The lever 10 is rotatably connected to the output element 5. Usually, the common axis 7 is used. Since the lever 10 engages over the spiral spring 9, the spiral spring 9 is held in the interstice between the output element 5 and the lever 10. In addition, the end of the inner spring leg 9a is secured in the opening 10a of the lever 10.

The worm wheel 5 has a contour 11 which interacts with the spiral spring 9. The contour 11, like the spiral spring 9 and the lever 10, is located on the rear side of the worm wheel 5, whereas the operating contour 8 described above with reference to FIG. 1 is arranged on the front side of the worm wheel 5.

The overall design is such that the contour 11 can interact both with the outer spring leg 9b of the spiral spring 9 and with the lever 10 and thus the inner spring leg 9a of the spiral spring 9. In the scope of the exemplary embodiment, the contour 11 is designed as an arcuate contour, the radius of which is adapted to the radius of the circular worm wheel 5.

In this way, a counterclockwise and clockwise rotation of the worm wheel 5 indicated in FIG. 2 results in the contour 11 in question interacting with either the lever 10 and thus the inner spring leg 9a or the outer spring leg 9b of the spiral spring 9.

If, for example, the worm wheel 5 according to the rear view of FIG. 2 is driven with the aid of the electric motor 4 so that it executes a counterclockwise movement, then the contour 11 ensures that the lever 10 is also pivoted counterclockwise. As a result of this, the spiral spring 9 is tensioned by being wound, proceeding from the inner spring leg 9a, and the lever 10 moves away from an associated stop 12. In contrast, the outer spring leg 9b remains in the idle state due to its abutment with a further associated stop 13.

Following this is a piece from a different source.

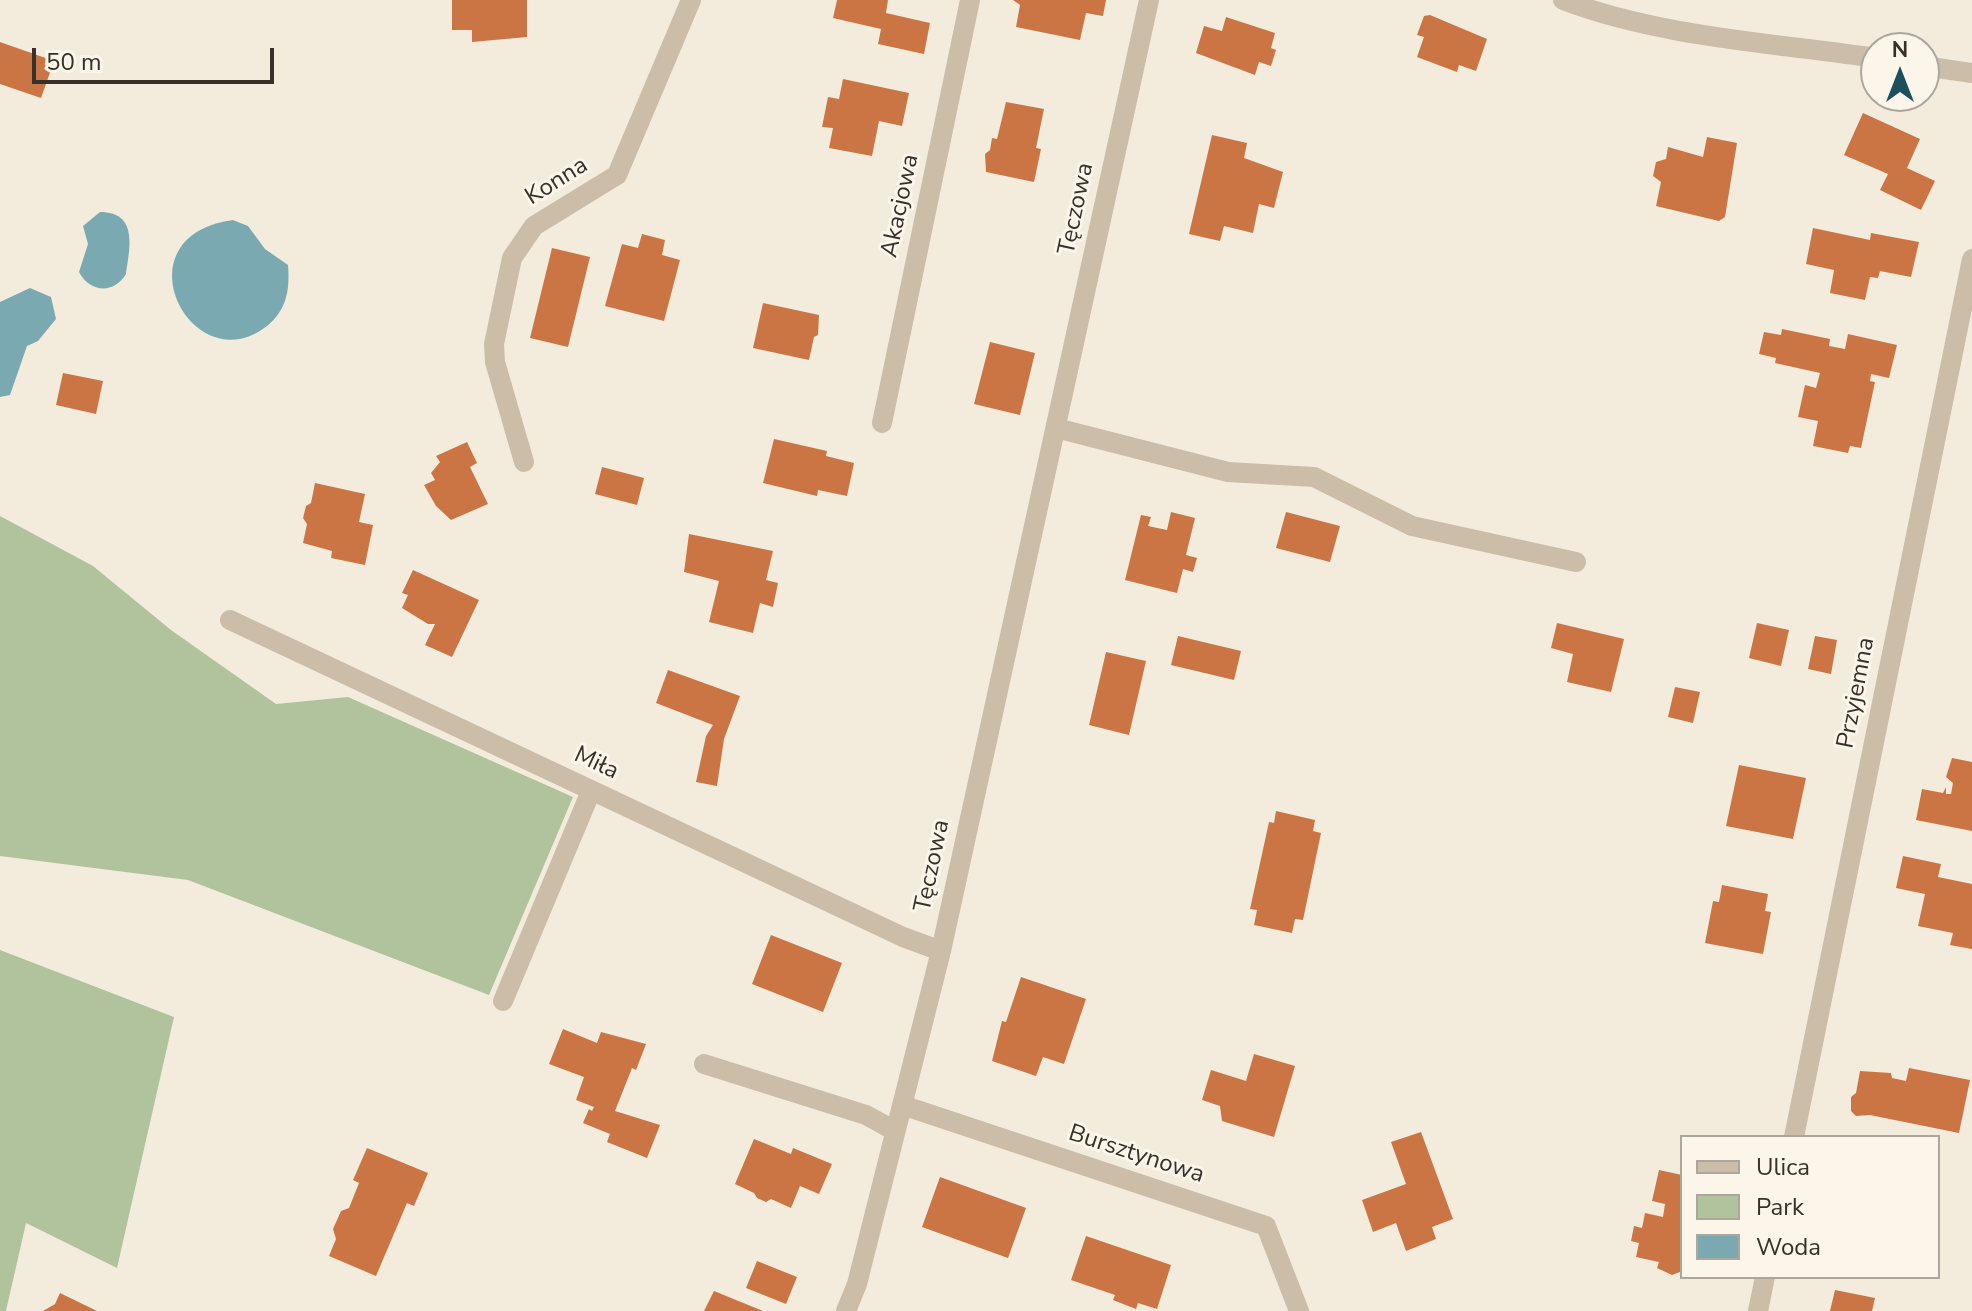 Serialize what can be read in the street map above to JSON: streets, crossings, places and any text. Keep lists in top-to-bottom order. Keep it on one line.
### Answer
{"streets":{"street":["Konna","Akacjowa","Tęczowa","Przyjemna","Miła","Bursztynowa"]},"crossings":[["Tęczowa","Miła"],["Tęczowa","Bursztynowa"]],"legend":["Ulica","Park","Woda"],"scale_bar":"50 m","north":"top"}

If, however, the worm wheel 5 is acted upon in a clockwise direction in the representation according to FIG. 2, the contour 11 works on the outer spring leg 9b and lifts it off the associated further stop 13. Subsequently, the inner spring leg 9a remains in the idle state via the lever 10 due to its abutment with the stop 12. In both cases, the spiral spring 9 is wound up both proceeding from the inner spring leg 9a and from the outer spring leg 9b and is tensioned as a result. As soon as the worm wheel 5 is no longer acted upon in the example shown, the spiral spring 9 can relax and the inner spring leg 9a or the connected lever 10 moves against the associated stop 12. The same applies to the outer spring leg 9b, which abuts against the associated stop 13 when the spiral spring 9 is relaxed.

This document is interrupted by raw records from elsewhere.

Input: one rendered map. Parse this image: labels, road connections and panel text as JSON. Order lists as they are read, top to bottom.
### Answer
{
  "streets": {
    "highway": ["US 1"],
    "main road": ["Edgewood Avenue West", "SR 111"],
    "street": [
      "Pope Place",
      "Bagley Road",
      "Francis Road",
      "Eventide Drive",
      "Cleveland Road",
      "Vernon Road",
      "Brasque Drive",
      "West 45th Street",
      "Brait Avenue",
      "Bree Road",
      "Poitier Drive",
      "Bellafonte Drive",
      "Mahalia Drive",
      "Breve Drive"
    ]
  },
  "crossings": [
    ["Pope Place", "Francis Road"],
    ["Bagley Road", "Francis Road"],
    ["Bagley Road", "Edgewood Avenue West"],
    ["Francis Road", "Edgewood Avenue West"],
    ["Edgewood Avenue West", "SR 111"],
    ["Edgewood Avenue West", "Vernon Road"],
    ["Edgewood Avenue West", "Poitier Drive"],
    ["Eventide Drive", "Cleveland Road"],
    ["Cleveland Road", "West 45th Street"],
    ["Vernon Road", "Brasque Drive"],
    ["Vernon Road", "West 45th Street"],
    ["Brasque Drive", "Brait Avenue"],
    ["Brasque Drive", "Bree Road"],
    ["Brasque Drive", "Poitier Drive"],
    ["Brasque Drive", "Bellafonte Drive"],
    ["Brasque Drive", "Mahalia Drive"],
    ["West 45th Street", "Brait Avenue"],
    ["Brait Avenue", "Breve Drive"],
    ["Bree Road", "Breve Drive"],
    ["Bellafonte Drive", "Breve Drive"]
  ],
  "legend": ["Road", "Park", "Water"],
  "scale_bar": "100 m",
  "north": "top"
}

The worm wheel 5 on the one hand and the spiral spring 9 on the other hand are designed independently of one another. In other words, the spiral spring 9 is held in abutment with the output element or worm wheel 5 with the aid of the lever 10, for example, but is not coupled to the worm wheel 5 in any way. As a result, the spiral spring 9 can be wound up and unwound as described both proceeding from the inner spring leg 9a and from the outer spring leg 9b with the aid of the worm wheel 5 or the contour 11 attached to it.

Claims

1. A motor vehicle drive assembly comprising:

an electric motor;

an output element which is driven about a pivot axis by the electric motor indirectly or directly; and

a spring associated with the output element, the spring being configured for a bidirectional return of the output element, wherein the spring is a spiral spring that is windable from both an inner spring leg and an outer spring leg;

a connected lever mounted on the pivot axis and engaged to the inner spring leg of the spring,

wherein when the motor drives the output element in a first direction from a neutral position, the output element acts on the outer spring leg; and

wherein when the motor drives the output element in a second direction from the neutral position, opposite the first direction, the output element acts on the connected lever, acting on the inner spring leg; and

wherein when the motor stops acting on the outer element, tensioning created when the output element is in either first or second position, will move the output element back to the neutral position.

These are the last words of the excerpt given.